The first incident, which is well described in a post by my colleague Lydia Leong, affected Amazon cloud services and was originated by a network problem, which in turn caused the re-mirroring a large number of volumes, hence impacting one of the availability zones (AZ) into which Amazon segments its regions.
The second incident, which happened today, affected Aruba, a web hosting company headquartered in central Italy and also providing some government-sanctioned services (such as certified email). There was a fire in the room where the UPS were located and that apparently affected the whole server room.
In both cases, clients who relied only on one Amazon AZ or only on Aruba for web hosting were affected. Those who designed their applications embedding resiliency concerns, e.g. by using multiple data centers, AZs or external service providers, emerged from these incidents unscathed.

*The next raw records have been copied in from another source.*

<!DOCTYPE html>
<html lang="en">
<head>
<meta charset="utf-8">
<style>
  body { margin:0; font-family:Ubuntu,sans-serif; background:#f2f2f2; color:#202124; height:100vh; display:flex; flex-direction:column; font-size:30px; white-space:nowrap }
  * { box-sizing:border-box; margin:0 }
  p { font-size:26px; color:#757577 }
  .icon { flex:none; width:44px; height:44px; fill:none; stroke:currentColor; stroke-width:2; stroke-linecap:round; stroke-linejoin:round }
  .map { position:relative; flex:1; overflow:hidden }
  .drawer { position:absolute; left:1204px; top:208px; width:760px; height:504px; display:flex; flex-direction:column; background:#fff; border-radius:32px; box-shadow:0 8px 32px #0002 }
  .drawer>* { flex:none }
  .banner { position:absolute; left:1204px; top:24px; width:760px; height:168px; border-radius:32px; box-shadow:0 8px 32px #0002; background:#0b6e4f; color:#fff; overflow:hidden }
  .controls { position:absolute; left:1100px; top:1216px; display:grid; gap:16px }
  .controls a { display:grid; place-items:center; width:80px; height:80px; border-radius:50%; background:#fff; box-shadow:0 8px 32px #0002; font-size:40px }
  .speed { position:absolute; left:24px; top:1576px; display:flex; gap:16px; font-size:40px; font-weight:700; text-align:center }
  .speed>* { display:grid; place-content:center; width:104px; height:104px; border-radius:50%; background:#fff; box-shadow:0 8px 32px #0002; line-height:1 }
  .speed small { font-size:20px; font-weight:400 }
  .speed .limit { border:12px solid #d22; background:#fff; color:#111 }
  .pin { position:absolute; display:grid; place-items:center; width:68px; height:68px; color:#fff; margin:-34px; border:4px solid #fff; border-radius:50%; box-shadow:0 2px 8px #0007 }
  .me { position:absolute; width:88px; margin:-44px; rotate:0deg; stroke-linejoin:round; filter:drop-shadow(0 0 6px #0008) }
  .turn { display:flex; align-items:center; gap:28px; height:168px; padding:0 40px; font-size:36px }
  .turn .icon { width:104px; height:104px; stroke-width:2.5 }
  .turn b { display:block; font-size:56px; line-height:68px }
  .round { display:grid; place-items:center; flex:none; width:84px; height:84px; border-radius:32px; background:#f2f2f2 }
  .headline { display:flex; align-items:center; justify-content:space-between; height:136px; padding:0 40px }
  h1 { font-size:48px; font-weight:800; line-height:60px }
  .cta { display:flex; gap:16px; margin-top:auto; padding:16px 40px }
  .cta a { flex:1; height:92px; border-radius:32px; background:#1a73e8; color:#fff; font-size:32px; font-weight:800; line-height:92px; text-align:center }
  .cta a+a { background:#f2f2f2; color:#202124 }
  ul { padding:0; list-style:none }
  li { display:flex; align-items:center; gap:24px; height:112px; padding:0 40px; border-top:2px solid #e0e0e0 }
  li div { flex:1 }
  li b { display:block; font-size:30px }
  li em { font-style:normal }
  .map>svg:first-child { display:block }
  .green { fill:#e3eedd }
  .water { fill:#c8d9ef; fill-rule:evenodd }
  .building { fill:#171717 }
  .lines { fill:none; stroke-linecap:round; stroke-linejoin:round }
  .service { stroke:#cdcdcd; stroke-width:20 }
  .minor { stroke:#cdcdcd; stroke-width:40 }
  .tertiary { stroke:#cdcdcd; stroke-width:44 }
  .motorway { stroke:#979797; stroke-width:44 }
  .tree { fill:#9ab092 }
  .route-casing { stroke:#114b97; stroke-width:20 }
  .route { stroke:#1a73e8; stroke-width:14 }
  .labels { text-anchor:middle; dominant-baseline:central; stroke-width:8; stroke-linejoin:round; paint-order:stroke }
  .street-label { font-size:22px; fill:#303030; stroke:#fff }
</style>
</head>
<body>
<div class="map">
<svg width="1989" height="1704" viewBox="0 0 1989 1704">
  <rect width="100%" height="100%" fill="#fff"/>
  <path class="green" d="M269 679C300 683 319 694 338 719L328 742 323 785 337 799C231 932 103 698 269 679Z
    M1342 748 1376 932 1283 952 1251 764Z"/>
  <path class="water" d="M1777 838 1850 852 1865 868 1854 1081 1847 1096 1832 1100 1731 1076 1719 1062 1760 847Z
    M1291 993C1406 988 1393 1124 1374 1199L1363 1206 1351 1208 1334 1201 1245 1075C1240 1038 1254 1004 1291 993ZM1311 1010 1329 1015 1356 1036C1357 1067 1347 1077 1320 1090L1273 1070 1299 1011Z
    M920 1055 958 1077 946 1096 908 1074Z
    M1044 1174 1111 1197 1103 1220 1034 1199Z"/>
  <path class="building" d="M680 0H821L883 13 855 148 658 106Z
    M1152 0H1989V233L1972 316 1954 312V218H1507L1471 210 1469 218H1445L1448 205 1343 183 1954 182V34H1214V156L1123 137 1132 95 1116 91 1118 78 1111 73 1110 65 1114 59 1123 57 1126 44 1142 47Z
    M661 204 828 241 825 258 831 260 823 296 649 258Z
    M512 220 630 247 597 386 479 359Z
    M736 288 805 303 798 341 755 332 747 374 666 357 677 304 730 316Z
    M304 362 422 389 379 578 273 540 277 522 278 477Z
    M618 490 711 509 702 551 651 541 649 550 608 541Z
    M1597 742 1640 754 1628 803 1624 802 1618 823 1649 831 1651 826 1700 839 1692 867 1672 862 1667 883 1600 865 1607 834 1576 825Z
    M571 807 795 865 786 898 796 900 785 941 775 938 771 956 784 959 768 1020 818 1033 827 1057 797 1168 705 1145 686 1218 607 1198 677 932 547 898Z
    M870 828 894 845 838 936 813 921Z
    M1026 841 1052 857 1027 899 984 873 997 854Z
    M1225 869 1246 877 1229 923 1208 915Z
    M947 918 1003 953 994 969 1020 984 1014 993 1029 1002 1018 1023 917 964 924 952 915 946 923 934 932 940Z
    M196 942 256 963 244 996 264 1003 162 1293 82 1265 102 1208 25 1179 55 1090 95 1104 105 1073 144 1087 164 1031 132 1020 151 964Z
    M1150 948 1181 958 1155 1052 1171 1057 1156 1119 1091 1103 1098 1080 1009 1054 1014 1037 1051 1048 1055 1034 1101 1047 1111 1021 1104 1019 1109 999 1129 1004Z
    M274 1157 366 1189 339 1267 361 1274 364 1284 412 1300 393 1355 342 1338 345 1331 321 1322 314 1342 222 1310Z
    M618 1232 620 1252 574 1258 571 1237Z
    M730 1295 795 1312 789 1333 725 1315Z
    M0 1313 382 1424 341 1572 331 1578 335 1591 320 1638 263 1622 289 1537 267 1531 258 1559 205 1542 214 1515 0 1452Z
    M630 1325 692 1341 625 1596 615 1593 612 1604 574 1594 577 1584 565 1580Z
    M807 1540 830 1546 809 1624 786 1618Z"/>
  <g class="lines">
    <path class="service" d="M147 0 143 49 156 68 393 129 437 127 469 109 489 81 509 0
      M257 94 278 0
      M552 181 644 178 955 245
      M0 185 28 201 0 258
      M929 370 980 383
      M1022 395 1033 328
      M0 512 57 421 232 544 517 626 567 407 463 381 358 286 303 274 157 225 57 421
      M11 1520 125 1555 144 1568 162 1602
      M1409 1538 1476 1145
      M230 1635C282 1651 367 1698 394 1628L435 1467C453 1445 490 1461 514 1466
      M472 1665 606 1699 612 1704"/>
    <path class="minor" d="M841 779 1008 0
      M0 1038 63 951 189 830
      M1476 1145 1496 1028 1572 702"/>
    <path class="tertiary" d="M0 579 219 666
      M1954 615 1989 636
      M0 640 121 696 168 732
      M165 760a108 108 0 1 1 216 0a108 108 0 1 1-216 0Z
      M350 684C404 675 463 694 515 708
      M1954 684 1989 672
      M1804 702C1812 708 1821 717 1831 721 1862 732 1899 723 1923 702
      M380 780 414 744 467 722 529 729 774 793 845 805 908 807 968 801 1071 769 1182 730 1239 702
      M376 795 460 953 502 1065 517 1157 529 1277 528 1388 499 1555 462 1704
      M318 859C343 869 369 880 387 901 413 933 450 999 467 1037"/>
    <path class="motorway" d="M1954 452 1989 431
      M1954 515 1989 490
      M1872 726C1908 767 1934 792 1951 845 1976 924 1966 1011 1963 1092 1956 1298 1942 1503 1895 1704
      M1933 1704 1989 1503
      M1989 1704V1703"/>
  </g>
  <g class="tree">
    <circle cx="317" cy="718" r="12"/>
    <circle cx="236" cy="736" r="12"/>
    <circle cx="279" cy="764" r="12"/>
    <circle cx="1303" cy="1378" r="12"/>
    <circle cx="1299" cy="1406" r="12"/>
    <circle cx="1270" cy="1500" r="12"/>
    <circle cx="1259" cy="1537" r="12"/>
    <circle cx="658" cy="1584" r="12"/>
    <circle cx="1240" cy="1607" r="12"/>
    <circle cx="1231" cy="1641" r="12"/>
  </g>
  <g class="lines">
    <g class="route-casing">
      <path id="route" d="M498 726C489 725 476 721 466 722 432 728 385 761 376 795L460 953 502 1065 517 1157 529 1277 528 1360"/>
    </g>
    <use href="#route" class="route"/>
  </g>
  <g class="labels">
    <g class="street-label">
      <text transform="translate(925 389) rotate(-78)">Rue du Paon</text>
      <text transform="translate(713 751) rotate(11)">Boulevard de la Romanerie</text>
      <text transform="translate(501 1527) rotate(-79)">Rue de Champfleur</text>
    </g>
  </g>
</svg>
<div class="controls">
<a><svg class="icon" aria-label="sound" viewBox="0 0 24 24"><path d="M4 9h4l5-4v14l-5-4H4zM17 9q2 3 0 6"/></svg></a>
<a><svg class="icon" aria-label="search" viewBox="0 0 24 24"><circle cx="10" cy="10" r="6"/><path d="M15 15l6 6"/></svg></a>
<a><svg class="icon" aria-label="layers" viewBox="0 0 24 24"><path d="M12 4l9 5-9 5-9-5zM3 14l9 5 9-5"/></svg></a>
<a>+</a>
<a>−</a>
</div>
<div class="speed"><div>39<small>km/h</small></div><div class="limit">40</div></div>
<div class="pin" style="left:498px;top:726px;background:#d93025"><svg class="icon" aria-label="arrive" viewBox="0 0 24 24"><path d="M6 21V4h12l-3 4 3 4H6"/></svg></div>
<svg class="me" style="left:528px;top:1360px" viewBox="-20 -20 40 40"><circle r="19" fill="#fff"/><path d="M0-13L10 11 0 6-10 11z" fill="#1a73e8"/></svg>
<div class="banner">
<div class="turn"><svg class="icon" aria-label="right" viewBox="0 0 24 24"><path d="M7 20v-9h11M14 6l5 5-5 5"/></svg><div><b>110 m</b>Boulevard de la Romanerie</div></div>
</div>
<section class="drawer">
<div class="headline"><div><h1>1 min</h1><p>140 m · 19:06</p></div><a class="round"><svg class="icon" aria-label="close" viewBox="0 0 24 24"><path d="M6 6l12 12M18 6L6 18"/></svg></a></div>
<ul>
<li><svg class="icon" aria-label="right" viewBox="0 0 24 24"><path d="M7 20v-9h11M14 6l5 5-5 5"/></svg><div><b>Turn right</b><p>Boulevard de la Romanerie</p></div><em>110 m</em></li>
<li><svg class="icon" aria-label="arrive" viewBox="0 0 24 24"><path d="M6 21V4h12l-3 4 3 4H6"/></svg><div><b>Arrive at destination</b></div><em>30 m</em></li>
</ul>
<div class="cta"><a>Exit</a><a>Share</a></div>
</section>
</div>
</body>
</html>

While these incidents will probably raise a wave of concern about cloud computing and provide additional ammunitions to those who are resisting this trend on the basis of security and reliability issues, they are very welcome. In fact, they show that the basic principles that drove application design for availability and reliability in the past do not change because of the cloud. As one would not run an application on a single server, without any backup or recovery mechanism, so he or she has to apply the same concepts when using cloud services. Sure, cloud services are likely to fail less than one’s own data center, because that’s a global class infrastructure, but can still fail and – as shown by the recent events – it will.
While it is important to maintain pressure on service providers to improve their reliability footprint, the onus of developing or contracting reliable system stays with their clients, and there won’t be any miraculous cloud that provides 100% uptime or that does not risk to fail meeting its own SLAs.
Is this any different than before? Is the cloud good enough a reason to put all one’s eggs in one basket? I do not think so, and the more we look at the past and how we have coped with similar issues on our own data centers or with outsourcers, the better off we will be in using cloud services.